Senior Bowl Preview: All eyes on the quarterbacks as Redskins must consider options

MOBILE — Kirk Cousins remains the best option to be the Redskins quarterback of the future, but that future isn't very secure. For the past two seasons, Washington has been unable to get a long-term deal done with Cousins and optimism is low heading into the 2018 negotiating period. 

At this point, after consecutive franchise tags, it might be time for the Redskins to look at options beyond Cousins. Colt McCoy is under contract for 2018, and head coach Jay Gruden has repeatedly voiced confidence in the famed Texas product. 

Big picture, however, the Redskins need to find their QB for 2018, and beyond. Perhaps that will be Cousins, but it's time for serious due diligence. 

That means the Washington contingent heading to Mobile, Alabama, this week for the Senior Bowl needs to be watching the quarterbacks. And there's a lot to watch. 

Senior Bowl rosters are loaded with future NFL talent at all different positions. NBC Sports will have much more on that later in the week, but to kick things off, start with the passers. 

MORE: WHAT CAN THE REDSKINS LEARN FROM THE EAGLES?
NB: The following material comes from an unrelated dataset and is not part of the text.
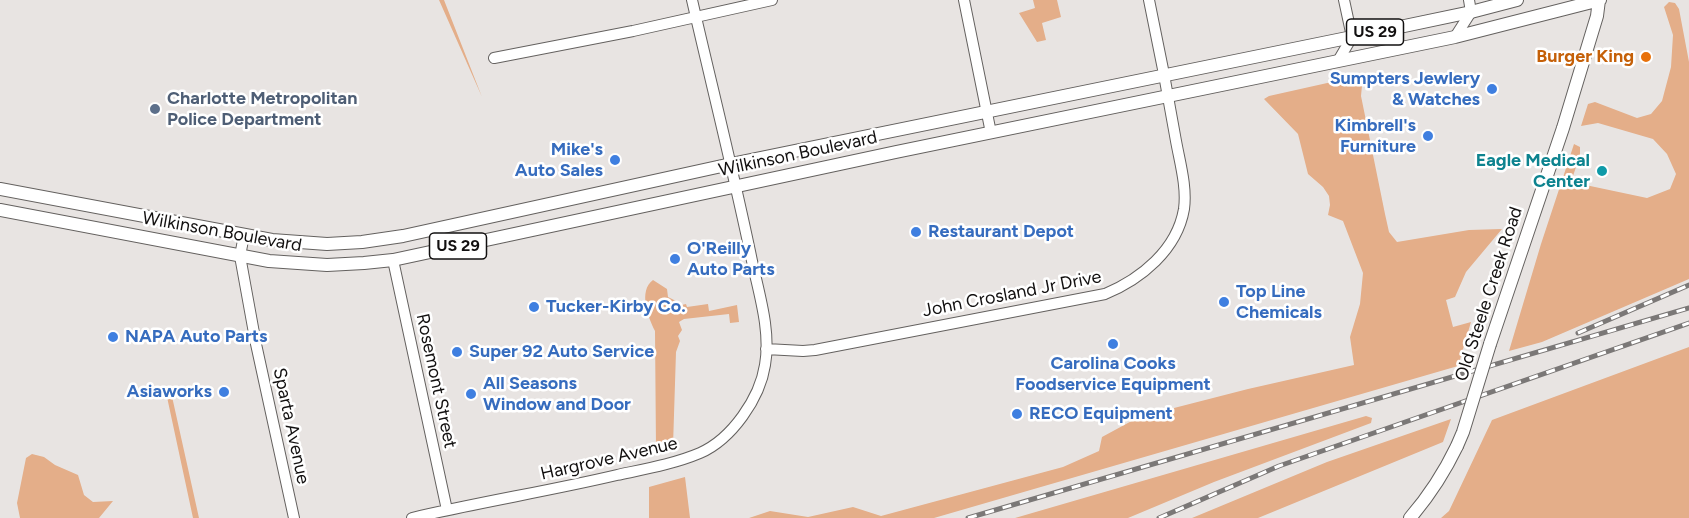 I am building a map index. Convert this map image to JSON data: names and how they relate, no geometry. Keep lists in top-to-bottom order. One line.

  • 1) Baker Mayfield - Nobody will have a brighter light on them in Mobile than Mayfield. The 2017 Heisman Trophy winner made big splashes on the field for Oklahoma, posting video game numbers. He threw for more than 4,600 yards in 14 games to go with 43 touchdowns against only six interceptions. He completed a crazy 70 percent of his throws, which is very high for a college passer. There was some off-field immaturity, and a February 2017 arrest, but those issues aren't expected to cause him to slide in the draft. A number of draft experts predict Washington drafting Mayfield with the 13th overall pick, but there will be plenty of teams ahead of the Redskins that need a passer. Mobile will give the Redskins brass a chance to meet and learn who Mayfield is off the field, and that will be vitally important, along with figuring out if there are reasons to be concerned about his height on the pro football level. 
  • 2)  Josh Allen - Big arm and traditional pocket passer, Allen will ace the eyeball test from talent evaluators. His 2017 numbers from Wyoming will not, however, and he will need a strong showing at pre-draft workouts. Mel Kiper suggested Allen could go as high as No. 1 overall, and at 6-foot-5, 230 lbs., there is clearly not a lack of physical talent. In his last two seasons at Wyoming, Allen threw for more than 5,000 yards along with 44 TDs against 21 INTs. Don't try too hard to compare Mayfield and Allen's stats, as comparing the talent and situations at Oklahoma and Wyoming are wildy different. Many NFL scouts love Allen, but some worry about his accuracy. In college, he completed just 56 percent of his passes. He may be a boom or bust type pick, but after the success of Carson Wentz coming out of North Dakota State, teams will be more willing to roll the dice on the Wyoming Cowboy in Allen. 
  • 3) Mason Rudolph - Upstaged by Mayfield's success at Oklahoma, Rudolph put together a terrific season of his own at Oklahoma State. A prolific passer for three seasons in Stillwater, as a senior, Rudolph tossed 37 TDs against nine interceptions along with nearly 5,000 passing yards. At 6-foot-5, Rudolph faces no questions about NFL size, and he certainly has a strong enough arm to play in the pros. Rudolph won't be practicing at the Senior Bowl but is expected to interview with NFL teams. Redskins coach Jay Gruden has said before the interviews are arguably the most important part of the pre-draft process, and this could be a big meeting. Rudolph isn't expected to go quite as high as Allen or Mayfield, and could even be drafted in the back half of the first round. 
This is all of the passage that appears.